Repotting Video (Growing Wisdom)
Other items of note about repotting
Often as a plant ages soil and nutrients are lost from the potting media. If you have noticed that your plant is running low on soil or is exinbiting lackluster growth and foliage a great and simple alternative treatment is to add soil. This is a very non evasive way to improve what your houseplant has to live, it provides the bump in nutrients and soil to hold moisture without subjecting the plant to the incredible stress of being ripped from its cozy home.
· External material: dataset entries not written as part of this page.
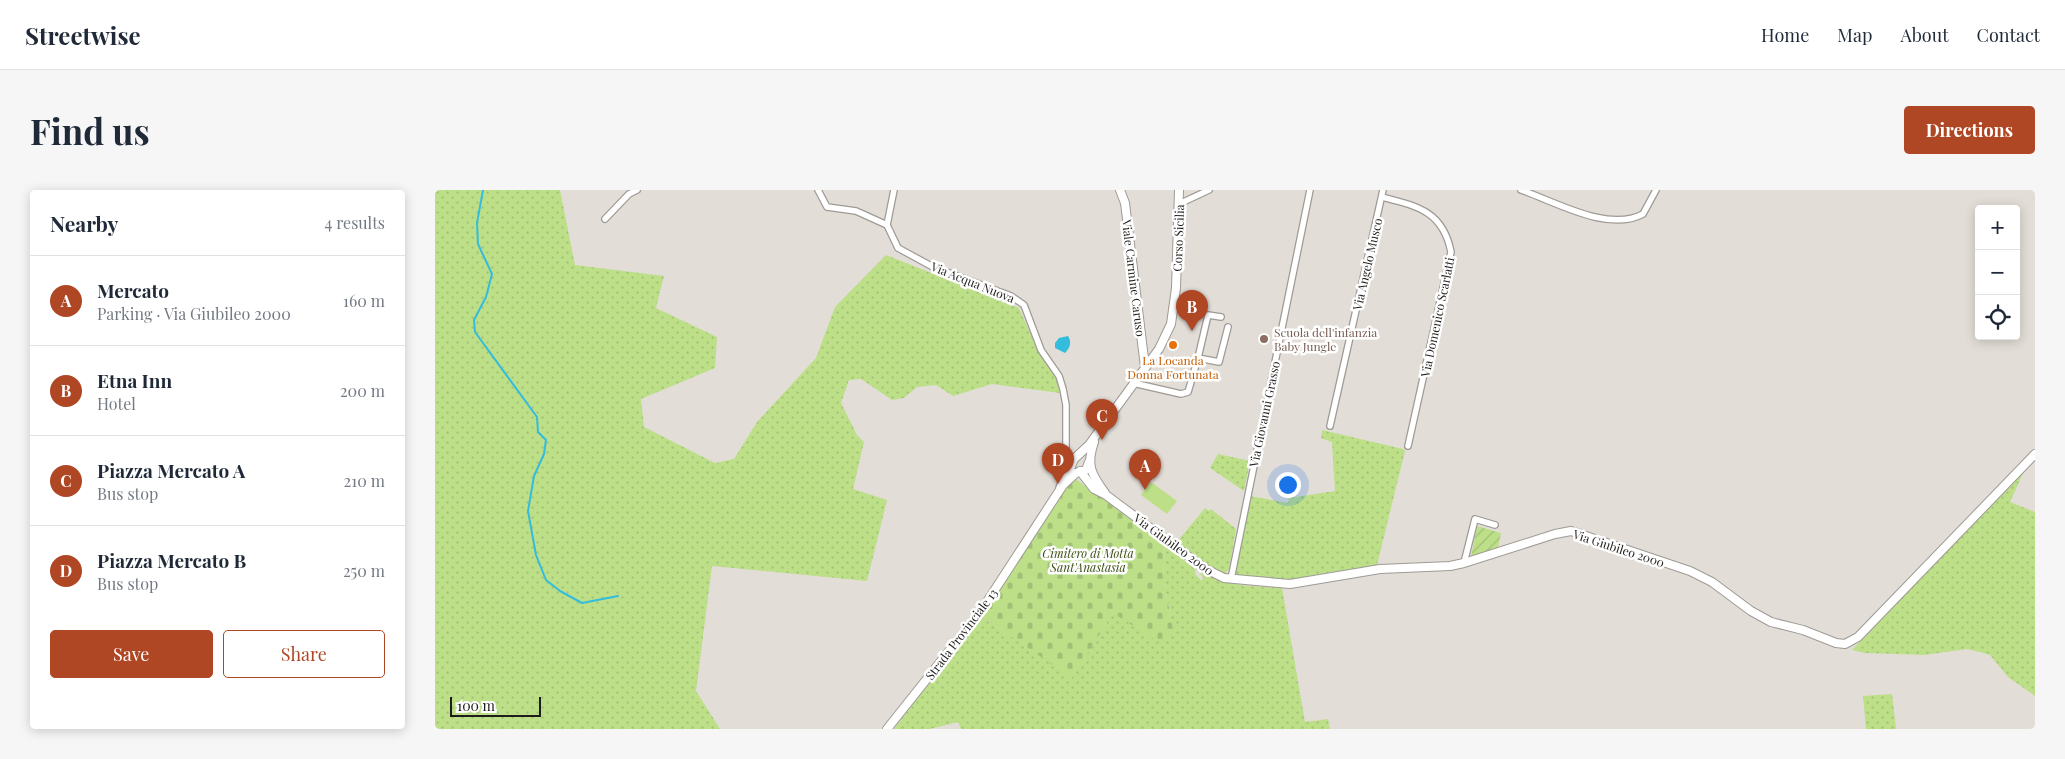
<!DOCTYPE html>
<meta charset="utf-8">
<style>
:root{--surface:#fff;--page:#f6f6f7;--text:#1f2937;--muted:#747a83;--line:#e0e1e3;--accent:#af4724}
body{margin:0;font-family:"Playfair Display",serif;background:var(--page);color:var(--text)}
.controls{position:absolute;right:15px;top:15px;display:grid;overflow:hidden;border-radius:5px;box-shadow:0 2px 12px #0003}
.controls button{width:45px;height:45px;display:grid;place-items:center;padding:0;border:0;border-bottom:1px solid var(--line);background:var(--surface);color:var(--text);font:25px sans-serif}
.scale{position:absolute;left:15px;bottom:12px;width:91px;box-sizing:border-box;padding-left:5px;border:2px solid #1f1d1b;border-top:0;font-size:14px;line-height:18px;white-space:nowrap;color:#1f1d1b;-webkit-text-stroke:4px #fff;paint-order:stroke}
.you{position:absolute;left:852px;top:294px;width:18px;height:18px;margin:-12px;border:4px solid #fff;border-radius:50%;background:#1a73e8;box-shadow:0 0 0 8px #1a73e833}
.badge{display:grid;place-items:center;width:32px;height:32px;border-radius:50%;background:var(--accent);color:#fff;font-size:16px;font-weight:700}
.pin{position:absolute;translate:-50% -41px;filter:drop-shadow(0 1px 2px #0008)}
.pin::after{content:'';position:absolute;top:26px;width:18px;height:15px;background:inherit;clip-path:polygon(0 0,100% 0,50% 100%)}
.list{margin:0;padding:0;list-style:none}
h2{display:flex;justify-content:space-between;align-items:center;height:65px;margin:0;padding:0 20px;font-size:21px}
h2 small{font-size:16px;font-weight:400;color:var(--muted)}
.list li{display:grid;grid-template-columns:32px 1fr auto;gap:15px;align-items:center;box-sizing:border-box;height:90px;padding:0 20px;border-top:1px solid var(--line)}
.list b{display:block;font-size:19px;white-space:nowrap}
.list p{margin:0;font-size:16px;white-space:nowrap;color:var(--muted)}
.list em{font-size:16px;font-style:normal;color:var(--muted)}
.actions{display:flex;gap:10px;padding:15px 20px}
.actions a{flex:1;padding:11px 0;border:1px solid var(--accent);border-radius:5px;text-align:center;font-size:18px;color:var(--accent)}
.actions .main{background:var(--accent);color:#fff}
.icon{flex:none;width:28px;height:28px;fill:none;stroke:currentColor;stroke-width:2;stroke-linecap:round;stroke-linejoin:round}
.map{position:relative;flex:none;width:1600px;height:539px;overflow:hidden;border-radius:5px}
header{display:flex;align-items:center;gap:30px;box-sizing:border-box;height:70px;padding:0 25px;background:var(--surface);border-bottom:1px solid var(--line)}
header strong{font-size:24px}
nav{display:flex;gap:28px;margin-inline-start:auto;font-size:18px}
.intro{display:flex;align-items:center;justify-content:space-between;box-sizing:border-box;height:120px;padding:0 30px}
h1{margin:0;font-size:35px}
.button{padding:12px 22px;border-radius:5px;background:var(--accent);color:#fff;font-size:18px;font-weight:700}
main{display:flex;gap:30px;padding:0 30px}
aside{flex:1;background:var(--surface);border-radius:5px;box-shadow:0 2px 12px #0003}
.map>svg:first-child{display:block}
.grass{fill:url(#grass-dots)}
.cemetery{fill:url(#cemetery-stones)}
.garden{fill:url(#garden-furrows)}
.pitch{fill:#bcdf88}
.water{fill:#34bcdc}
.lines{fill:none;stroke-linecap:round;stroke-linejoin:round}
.stream{stroke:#34bcdc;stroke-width:2}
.street-casing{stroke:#9f9a95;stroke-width:8}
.secondary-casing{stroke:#9f9a95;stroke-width:10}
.street{stroke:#fff;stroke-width:5.5}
.secondary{stroke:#fff;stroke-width:8}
.education-dot{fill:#8d6e63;stroke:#fff;stroke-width:2}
.food-dot{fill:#e8710a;stroke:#fff;stroke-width:2}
.labels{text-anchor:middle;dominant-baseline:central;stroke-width:5;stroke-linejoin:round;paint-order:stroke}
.street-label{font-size:12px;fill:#1f1d1b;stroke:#fff}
.education-label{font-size:12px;fill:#785e54;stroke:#fff;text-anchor:start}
.food-label{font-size:12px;fill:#c56008;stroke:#fff}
.park-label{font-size:12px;font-style:italic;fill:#3b5011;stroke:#fff}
</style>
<header>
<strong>Streetwise</strong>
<nav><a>Home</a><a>Map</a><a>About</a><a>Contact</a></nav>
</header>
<div class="intro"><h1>Find us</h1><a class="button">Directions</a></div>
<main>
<aside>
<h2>Nearby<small>4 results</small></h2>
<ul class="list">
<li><span class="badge">A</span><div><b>Mercato</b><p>Parking · Via Giubileo 2000</p></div><em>160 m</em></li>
<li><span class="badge">B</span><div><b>Etna Inn</b><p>Hotel</p></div><em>200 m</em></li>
<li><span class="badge">C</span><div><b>Piazza Mercato A</b><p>Bus stop</p></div><em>210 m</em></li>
<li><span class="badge">D</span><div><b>Piazza Mercato B</b><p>Bus stop</p></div><em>250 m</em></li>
</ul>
<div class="actions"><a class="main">Save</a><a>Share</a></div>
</aside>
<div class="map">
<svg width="1600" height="539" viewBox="0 0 1600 539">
<defs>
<pattern id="grass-dots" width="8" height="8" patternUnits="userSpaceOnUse" patternTransform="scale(1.25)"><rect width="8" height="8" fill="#bcdf88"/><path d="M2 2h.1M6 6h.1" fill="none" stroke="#a1bf75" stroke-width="1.8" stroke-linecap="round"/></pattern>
<pattern id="cemetery-stones" width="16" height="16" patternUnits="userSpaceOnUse" patternTransform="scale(1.25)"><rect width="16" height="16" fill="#bcdf88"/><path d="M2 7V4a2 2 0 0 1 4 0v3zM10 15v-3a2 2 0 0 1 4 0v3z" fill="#a1bf75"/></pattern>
<pattern id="garden-furrows" width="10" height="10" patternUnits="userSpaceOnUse" patternTransform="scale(1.25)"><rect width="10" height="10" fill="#bcdf88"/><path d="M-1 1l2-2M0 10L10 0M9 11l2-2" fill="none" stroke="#a1bf75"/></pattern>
</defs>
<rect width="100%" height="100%" fill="#e3ddd7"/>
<g class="grass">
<path d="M0 0H125L140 75 229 86 221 118 282 147 280 178 206 209 209 237 280 273 299 269 322 232 381 168 400 117 451 65 584 118 604 163 621 188 625 203 557 194 518 206 501 195 482 197 469 208 457 210 426 189 414 190 406 213 422 245 429 252 418 299 452 310 432 391 277 376 261 501 285 539H0Z"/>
<path d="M887 240 968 259 970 261 942 375 878 385 861 390 846 391 802 386 799 380 815 306 853 313 854 308 900 301 897 252 886 248Z"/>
<path d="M783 264 815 271 809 301 775 278Z"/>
<path d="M1590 279 1575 312 1600 322V506L1573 487 1555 465 1545 462 1532 459 1490 465 1430 463 1417 460Z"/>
<path d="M770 318 774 321 776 319 801 339 794 379 790 384 771 376 741 353Z"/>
<path d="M730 354 761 380 760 384 767 391 768 387 765 384 767 382C795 397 816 396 847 398L870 532 893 529 895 539H526L523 532 495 539H459L546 426 637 487 678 423 738 438 728 388Z"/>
<path d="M1457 504 1461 539H1431L1428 506Z"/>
</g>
<path class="cemetery" d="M638 287 730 354 728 388 738 438 727 454 678 423 637 488 546 426Z"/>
<path class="garden" d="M1042 336 1066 343 1063 358 1036 367Z"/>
<path class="pitch" d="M716 292 742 311 732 324 706 305Z"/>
<path class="water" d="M633 146C637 152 635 158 630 163L620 158V153L624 148Z"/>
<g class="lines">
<path class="stream" d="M48 0 42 33 43 54 57 84 51 107 39 130 40 142 102 227 103 242 111 250 109 264 99 286 93 321 101 365 111 390 125 401 147 413 183 406"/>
<defs>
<g id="street">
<path d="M383 0 392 17 421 21 452 35"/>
<path d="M459 0 452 35 463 58 498 77 576 106 589 115 606 160 624 186 628 199 631 215V269L638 272"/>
<path d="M1086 0C1119 11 1173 43 1208 24L1221 0"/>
<path d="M947 7C982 16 1008 21 1016 62L973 256"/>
<path d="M744 14 774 0"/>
<path d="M170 29 194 4 202 0"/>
<path d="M763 168 784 172 793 137"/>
<path d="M698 193 746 204 753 202 763 168 773 125 786 127"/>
<path d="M895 236 948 0"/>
<path d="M624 298 630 280 631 269"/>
<path d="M1029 373 1040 329 1060 335"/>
<path d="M796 389 875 0"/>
</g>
<g id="secondary">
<path d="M685 0 690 13 710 177"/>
<path d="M659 252C651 275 656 284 670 303"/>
<path d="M645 281 659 299 671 305 769 378 789 388 855 394 945 379 1015 376 1029 373 1120 344 1136 341 1255 381 1277 392 1316 421 1336 432 1368 440 1401 453 1410 454 1423 447 1600 264"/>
<path d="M631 289 639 269 654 255 724 159 736 134 741 98 744 0"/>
<path d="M452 539 546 421 628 295 641 283 651 280 654 272"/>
</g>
</defs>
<use href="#street" class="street-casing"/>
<use href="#secondary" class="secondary-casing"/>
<use href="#street" class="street"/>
<use href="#secondary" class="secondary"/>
</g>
<circle class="education-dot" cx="829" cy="149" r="5"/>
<circle class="food-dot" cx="738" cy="155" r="5"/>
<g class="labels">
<g class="street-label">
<text transform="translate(743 48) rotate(-88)">Corso Sicilia</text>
<text transform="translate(932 74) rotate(-77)">Via Angelo Musco</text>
<text transform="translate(699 88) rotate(83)">Viale Carmine Caruso</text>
<text transform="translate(538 92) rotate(22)">Via Acqua Nuova</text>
<text transform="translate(1002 127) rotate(-78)">Via Domenico Scarlatti</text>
<text transform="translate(829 224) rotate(-78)">Via Giovanni Grasso</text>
<text transform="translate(739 354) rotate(36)">Via Giubileo 2000</text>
<text transform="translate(1184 358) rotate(18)">Via Giubileo 2000</text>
<text transform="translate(526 444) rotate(-53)">Strada Provinciale 13</text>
</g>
<g class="education-label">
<text x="839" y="142">Scuola dell'infanzia<tspan x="839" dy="14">Baby Jungle</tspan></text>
</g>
<g class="food-label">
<text x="738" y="170">La Locanda<tspan x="738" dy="14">Donna Fortunata</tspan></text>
</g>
<g class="park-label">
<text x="653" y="363">Cimitero di Motta<tspan x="653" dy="14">Sant'Anastasia</tspan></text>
</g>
</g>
</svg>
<div class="controls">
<button>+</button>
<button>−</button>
<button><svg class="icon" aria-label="locate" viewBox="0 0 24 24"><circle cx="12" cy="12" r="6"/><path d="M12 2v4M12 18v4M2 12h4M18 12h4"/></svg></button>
</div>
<div class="scale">100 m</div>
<div class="you"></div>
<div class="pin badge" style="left:710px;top:300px">A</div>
<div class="pin badge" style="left:757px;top:141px">B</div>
<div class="pin badge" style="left:667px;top:250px">C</div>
<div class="pin badge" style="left:623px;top:294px">D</div>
</div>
</main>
Make sure to find indoor potting soil free of organic material to avoid introducing a bug problem. Note that potting soil has fertilizer in it so you will be introducing a very slight easy to process amount of fertilizer when adding soil.
If you do choose to repot your plant, it is highly recommended that you repot into a grow pot (the plastic pots), or Terra cotta. Grow pots are easy to move around and manipulate, and Terra cotta is breathable and ideal for allowing both water and air into the soil. If there is a particular decorative container made of wood fiberglass, ceramic, or something else it is best not to plant directly in to that container. It is very simple to plant into a plastic grow pot and drop the liner and grow pot down into a decorative container of your choice. This also makes for an easy change out if the plant dies or if you change your mind in the future and would like to use plant or container somewhere else or with something else.
Pay attention to the type of soil that you use when repotting. If you are repotting a cactus, or succulent you would not want to use water retaining soil. Always use indoor potting soil, exterior potting soil often has a great deal of organic material in it that is fantastic for use outside, but indoors has a tendency to cause trouble creating pests, and fungus.
To repot, or not to repot now you know. Happy growing!